Dataset Splits Yes For CIFAR-10N and CIFAR-100N we split the original training set into a training and a validation set; 98% of the examples are used for training and the remaining 2% used as a validation set. ... For distillation models we set the distillation temperature to be 0.5. We use 1% of the original Image Net training set as a validation set.
Hardware Specification No The paper does not provide specific hardware details such as GPU models (e.g., NVIDIA A100), CPU models (e.g., Intel Xeon), or specific TPU versions used for running experiments.
Software Dependencies No The paper mentions `tf.keras.applications` and `tensorflow` but does not provide specific version numbers for these or any other software dependencies, such as Python or PyTorch versions, or specific libraries with their versions.

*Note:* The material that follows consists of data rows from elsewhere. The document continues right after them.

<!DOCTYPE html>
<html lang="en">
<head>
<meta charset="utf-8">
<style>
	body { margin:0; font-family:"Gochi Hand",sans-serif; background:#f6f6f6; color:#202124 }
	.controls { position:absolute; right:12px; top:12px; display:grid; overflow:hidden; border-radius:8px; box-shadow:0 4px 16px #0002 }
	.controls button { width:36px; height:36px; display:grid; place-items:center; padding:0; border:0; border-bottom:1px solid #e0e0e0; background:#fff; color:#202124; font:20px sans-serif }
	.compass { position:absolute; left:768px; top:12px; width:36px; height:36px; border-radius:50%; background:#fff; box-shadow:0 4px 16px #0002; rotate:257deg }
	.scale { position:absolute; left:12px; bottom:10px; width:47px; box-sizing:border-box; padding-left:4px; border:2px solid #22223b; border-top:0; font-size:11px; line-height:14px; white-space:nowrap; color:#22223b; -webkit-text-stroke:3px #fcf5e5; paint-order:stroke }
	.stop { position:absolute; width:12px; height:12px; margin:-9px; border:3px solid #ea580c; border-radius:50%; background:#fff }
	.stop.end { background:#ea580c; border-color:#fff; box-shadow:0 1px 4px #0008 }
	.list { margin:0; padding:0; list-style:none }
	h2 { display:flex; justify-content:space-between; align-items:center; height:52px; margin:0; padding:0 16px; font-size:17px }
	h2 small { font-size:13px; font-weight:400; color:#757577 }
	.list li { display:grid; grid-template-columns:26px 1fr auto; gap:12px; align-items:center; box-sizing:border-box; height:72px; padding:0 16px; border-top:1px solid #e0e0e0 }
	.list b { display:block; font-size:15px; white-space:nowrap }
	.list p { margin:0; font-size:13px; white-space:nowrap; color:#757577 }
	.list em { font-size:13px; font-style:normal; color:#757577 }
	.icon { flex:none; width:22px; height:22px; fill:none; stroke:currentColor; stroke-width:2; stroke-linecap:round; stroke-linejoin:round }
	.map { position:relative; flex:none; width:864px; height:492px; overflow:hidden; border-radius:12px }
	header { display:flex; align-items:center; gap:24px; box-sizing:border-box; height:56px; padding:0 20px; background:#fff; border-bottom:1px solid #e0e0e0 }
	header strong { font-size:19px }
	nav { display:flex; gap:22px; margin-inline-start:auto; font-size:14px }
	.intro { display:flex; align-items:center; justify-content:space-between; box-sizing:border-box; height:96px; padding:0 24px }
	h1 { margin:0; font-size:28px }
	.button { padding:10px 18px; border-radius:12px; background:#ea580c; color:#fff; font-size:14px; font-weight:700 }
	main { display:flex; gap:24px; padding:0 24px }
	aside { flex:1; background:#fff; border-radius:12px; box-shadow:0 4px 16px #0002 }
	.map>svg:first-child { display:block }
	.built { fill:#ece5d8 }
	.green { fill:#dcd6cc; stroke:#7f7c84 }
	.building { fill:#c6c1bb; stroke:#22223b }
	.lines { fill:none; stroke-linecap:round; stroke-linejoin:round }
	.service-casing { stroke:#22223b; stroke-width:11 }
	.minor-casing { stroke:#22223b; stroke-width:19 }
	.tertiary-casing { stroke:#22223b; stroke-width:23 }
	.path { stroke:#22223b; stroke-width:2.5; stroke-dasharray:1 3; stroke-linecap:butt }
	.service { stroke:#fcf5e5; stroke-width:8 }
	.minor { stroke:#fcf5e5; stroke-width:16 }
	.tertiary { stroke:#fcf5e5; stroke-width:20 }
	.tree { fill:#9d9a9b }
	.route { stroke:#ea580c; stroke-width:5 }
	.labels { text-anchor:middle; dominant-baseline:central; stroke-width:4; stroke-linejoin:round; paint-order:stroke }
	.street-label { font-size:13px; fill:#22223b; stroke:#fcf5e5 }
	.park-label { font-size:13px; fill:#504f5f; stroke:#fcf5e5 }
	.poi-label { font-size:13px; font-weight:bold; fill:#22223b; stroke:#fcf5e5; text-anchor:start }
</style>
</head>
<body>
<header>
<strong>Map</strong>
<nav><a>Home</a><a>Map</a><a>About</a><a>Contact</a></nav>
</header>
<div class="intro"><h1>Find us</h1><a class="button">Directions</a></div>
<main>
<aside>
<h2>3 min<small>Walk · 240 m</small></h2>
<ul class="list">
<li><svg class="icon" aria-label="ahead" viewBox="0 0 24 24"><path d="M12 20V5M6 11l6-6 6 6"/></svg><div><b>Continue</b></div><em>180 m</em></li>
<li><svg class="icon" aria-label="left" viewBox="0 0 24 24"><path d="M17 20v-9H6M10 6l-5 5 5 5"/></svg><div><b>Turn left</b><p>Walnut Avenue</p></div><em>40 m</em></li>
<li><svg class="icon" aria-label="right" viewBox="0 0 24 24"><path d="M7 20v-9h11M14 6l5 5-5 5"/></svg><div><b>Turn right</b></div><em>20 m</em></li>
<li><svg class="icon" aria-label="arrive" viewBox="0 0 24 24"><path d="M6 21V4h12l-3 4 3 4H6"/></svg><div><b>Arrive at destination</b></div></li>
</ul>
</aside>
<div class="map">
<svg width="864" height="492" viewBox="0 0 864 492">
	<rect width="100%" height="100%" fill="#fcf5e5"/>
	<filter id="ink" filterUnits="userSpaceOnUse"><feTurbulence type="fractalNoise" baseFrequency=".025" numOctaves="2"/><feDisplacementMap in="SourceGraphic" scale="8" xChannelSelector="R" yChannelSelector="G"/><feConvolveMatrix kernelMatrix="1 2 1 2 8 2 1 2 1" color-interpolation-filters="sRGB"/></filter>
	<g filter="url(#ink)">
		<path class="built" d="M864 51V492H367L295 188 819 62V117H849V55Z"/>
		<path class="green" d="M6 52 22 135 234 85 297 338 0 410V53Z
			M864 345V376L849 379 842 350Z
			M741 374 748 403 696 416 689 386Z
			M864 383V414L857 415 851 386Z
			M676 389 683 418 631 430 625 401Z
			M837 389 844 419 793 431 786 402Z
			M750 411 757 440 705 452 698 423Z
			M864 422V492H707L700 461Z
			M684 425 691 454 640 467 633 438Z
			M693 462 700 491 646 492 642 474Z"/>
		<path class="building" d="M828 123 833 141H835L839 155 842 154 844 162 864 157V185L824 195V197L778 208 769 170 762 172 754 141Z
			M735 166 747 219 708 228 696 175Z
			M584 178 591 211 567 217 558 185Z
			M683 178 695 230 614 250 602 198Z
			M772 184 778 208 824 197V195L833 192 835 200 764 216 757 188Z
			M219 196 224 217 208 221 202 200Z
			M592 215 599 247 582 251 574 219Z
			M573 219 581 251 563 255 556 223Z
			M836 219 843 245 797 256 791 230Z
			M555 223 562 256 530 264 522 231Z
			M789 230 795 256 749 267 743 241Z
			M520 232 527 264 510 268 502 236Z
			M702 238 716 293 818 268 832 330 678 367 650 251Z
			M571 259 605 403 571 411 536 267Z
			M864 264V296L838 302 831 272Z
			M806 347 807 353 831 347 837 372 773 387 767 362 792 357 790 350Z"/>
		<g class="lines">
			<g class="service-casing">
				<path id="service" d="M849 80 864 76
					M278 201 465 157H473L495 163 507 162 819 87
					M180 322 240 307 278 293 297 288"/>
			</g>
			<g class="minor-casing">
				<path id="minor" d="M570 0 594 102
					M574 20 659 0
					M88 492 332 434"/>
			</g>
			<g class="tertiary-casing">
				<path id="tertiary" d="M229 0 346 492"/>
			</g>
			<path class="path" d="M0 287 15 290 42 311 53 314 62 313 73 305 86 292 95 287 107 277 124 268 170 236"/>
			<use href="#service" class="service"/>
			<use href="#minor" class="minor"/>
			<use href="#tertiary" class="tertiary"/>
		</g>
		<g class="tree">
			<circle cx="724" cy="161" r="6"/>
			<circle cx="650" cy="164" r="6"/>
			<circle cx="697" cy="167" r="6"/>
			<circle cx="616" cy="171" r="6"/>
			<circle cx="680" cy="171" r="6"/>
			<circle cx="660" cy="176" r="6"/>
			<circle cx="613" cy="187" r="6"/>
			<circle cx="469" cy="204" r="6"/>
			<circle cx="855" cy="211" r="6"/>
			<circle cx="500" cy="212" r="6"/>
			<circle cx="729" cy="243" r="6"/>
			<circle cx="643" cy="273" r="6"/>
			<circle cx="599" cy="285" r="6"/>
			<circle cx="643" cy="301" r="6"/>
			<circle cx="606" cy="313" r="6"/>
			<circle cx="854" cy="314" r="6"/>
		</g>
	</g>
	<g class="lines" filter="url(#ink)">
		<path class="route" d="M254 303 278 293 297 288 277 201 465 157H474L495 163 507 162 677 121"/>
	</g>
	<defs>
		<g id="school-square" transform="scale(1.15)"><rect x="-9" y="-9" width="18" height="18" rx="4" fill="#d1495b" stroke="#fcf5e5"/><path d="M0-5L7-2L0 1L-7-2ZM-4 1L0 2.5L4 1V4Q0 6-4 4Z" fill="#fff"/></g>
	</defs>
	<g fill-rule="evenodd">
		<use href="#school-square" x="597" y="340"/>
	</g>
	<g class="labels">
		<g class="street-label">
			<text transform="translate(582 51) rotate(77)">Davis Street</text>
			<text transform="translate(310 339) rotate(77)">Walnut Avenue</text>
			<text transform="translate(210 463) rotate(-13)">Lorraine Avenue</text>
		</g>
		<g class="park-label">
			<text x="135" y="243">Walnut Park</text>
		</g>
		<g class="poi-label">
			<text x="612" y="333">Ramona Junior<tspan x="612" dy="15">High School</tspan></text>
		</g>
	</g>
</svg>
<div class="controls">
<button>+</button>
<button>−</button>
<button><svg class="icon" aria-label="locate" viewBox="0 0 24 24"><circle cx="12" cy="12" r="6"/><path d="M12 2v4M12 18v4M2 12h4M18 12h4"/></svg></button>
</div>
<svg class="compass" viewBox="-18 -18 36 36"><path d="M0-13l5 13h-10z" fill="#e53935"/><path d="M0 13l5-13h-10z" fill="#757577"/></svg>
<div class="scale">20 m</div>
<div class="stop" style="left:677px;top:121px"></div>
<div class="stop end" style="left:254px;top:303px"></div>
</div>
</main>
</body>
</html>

Experiment Setup Yes All CIFAR models are trained using a SGD optimizer with 0.9 Nestrov momentum for 90 epochs with a batch size of 256. We sweep over an initial learning rate of {0.01, 0.1} with the learning rate decayed by a factor of 0.2 after 27, 54 and 72 epochs. We sweep over an L2 regularization parameter of {0.00001, 0.0001, 0.001}. ... Image Net models are trained using a SGD optimizer with 0.9 Nestrov momentum for 90 epochs with a batch size of 128. We set the initial learning rate of 0.05 with the learning rate decayed by a factor of 0.1 after 30, 60 and 80 epochs. We sweep over an L2 regularization parameter of {0.00001, 0.0001}.